- EXERCISE DIRECTIONS
Count every line that includes the string "Waga" in the entries that follow. Nothing besides the number is needed.
*** DATA SUPPLIED ***
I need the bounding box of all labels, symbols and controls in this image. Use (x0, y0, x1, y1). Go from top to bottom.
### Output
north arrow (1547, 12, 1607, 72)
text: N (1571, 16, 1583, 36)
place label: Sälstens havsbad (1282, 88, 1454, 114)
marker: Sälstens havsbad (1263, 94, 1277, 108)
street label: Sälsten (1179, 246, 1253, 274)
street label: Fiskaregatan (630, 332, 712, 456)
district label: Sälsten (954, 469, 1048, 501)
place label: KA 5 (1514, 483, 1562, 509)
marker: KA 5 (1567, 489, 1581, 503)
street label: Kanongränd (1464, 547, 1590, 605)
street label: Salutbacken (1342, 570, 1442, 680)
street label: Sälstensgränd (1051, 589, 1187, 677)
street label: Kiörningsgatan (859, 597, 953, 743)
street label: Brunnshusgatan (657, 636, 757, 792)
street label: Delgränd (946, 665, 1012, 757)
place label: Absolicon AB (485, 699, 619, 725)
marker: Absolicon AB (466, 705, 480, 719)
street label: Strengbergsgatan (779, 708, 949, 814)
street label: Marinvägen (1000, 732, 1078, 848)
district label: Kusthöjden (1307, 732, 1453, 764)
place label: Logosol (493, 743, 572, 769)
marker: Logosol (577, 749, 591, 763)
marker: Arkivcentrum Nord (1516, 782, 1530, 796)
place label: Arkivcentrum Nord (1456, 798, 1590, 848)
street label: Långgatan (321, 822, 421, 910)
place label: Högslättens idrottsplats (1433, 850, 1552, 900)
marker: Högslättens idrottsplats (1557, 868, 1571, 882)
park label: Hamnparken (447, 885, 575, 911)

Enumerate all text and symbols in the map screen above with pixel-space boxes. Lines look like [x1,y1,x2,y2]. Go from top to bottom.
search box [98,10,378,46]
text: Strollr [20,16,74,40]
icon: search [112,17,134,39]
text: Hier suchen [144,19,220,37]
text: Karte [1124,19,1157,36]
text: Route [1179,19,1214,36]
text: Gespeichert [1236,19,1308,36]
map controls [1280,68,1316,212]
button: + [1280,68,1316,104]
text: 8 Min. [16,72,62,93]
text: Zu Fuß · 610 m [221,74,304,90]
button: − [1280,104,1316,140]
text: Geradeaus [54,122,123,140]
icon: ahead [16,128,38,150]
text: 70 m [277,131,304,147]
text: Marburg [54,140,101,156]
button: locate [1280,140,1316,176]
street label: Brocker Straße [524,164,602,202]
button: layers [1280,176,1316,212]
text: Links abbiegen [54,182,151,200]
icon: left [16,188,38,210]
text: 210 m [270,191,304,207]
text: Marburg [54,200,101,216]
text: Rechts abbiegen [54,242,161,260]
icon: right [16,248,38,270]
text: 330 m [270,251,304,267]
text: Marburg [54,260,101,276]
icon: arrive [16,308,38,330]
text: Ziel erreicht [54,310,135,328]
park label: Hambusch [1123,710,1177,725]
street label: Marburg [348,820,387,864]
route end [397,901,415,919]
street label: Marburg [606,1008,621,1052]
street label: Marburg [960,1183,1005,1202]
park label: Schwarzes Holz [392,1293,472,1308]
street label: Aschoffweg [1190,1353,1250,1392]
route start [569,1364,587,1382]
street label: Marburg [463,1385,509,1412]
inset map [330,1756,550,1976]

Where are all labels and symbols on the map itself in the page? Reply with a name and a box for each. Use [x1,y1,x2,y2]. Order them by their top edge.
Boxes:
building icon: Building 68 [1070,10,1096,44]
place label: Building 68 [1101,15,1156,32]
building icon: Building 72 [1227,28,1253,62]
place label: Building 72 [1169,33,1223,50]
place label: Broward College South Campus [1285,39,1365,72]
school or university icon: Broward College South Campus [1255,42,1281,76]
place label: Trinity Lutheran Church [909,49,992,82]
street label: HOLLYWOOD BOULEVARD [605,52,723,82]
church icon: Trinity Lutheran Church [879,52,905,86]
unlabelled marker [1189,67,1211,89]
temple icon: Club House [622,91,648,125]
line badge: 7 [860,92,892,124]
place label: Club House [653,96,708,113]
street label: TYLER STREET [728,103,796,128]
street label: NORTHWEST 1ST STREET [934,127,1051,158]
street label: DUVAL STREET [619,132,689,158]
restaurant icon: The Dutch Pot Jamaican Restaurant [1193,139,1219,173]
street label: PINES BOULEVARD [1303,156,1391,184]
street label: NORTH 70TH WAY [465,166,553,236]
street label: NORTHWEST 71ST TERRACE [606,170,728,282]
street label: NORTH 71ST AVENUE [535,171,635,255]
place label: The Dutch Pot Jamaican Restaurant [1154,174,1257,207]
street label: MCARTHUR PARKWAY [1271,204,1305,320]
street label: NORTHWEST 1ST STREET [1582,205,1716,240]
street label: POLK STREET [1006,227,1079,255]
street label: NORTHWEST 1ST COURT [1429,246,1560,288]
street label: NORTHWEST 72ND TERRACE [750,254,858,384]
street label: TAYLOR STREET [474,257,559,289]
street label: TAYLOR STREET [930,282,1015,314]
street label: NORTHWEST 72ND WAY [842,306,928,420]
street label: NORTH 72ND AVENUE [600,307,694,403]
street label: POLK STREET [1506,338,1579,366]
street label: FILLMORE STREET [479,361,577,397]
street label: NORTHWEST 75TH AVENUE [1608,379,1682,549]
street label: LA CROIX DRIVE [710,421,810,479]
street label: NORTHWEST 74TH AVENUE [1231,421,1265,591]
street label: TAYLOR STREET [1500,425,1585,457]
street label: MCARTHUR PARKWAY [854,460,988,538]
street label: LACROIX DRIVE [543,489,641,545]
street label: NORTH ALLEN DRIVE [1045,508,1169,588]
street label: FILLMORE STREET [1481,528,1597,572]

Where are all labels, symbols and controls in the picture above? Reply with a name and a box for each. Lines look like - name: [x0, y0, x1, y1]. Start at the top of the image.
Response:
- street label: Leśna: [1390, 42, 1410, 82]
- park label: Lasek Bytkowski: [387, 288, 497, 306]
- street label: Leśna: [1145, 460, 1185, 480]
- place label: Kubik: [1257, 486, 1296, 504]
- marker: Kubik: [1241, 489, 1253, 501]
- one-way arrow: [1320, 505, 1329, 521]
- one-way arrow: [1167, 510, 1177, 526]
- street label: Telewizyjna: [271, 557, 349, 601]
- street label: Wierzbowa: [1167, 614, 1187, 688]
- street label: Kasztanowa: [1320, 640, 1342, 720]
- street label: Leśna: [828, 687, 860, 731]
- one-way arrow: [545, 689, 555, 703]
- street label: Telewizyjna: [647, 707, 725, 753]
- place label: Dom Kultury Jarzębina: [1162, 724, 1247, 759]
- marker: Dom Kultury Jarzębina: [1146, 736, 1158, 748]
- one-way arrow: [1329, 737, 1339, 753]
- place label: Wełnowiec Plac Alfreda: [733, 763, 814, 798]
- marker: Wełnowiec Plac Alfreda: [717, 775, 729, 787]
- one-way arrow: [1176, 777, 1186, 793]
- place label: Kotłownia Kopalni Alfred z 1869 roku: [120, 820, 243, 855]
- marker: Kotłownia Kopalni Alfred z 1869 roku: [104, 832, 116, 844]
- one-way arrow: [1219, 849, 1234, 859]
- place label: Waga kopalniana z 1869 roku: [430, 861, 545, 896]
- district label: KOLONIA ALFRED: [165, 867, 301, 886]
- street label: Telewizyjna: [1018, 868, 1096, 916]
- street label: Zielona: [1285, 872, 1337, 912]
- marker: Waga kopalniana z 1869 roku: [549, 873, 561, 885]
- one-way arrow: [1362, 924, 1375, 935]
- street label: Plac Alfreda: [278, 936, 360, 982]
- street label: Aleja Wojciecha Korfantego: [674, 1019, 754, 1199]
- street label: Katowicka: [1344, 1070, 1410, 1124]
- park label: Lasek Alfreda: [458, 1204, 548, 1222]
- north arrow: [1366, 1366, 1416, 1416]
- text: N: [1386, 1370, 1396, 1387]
***
- EXERCISE OUTPUT
2